The festival continues through June 13 at various Spa City venues. There's a ticket charge for most of the concerts, but admission to all rehearsals is free. Call (501) 623-4763 or visit hotmusic.org.

Things kick off with the festival's traditional free opening fanfare at 6:45 p.m. on the terrace of the Arlington Hotel, 239 Central Ave. This year's first notes will come from a piece titled Festival Fanfare by Fort Worth-based composer Sterling Procter, commissioned to mark the festival's 20th anniversary.

"Sterling and I have collaborated on a number of works and this remarkable piece will be a spectacular way to open this year's festival," says festival chorus director Lynn Payette, who commissioned the piece to be written not for chorus but for brass and percussion.

The festival is, in fact, not featuring a major choral-orchestral work this year, as it does most years. However, the chorus will join a chamber orchestra to perform George Frideric Handel's coronation anthem "The King Shall Rejoice," 7:30 p.m.

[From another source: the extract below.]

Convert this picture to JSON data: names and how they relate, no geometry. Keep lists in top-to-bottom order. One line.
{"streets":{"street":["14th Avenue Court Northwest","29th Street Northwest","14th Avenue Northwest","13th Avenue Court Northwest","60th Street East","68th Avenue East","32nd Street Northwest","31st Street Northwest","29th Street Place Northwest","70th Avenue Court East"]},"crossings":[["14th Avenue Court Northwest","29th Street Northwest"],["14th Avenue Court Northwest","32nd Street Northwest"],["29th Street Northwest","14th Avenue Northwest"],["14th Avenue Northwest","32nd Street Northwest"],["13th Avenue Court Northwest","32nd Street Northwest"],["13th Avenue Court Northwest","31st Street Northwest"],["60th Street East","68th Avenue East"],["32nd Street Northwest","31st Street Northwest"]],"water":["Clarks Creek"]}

June 9 at St. Luke's Episcopal Church, 228 Spring St. Bass mentor Kevin Mauldin will solo in the Double Bass Concerto in D major by Johann Baptist Vanhal; the program will also include the Overture to Gioacchino Rossini's opera La Scala di Seta and the Symphony No. 102 in B-flat major by Franz Josef Haydn. Tickets are $20.

And the chorus will perform three a cappella pieces at 7:30 p.m. Tuesday, also at St. Luke's, as part of a "Mentor Chamber Concert," including two arrangements by Alice Parker to celebrate the noted composer-arranger's 90th birthday. Tickets are $10.

The festival's first full performance, 7.30 p.m. today in the Arlington Ballroom, will feature the Cavell Trio (festival mentor/teachers Shelly Myers, oboe; Osiris J. Molina, clarinet; and Jenny Mann, bassoon), the festival's ensemble in residence. Tickets are $15.

At 7:30 p.m. Monday, the festival's annual "Inside Looking Out" evening at First United Methodist Church Life Center, 218 Pratt St., will seat audience members in the midst of the orchestra as the players and music advisor/principal conductor Peter Bay read through some of the pieces they'll be playing over the next couple of weeks. Tickets are $10.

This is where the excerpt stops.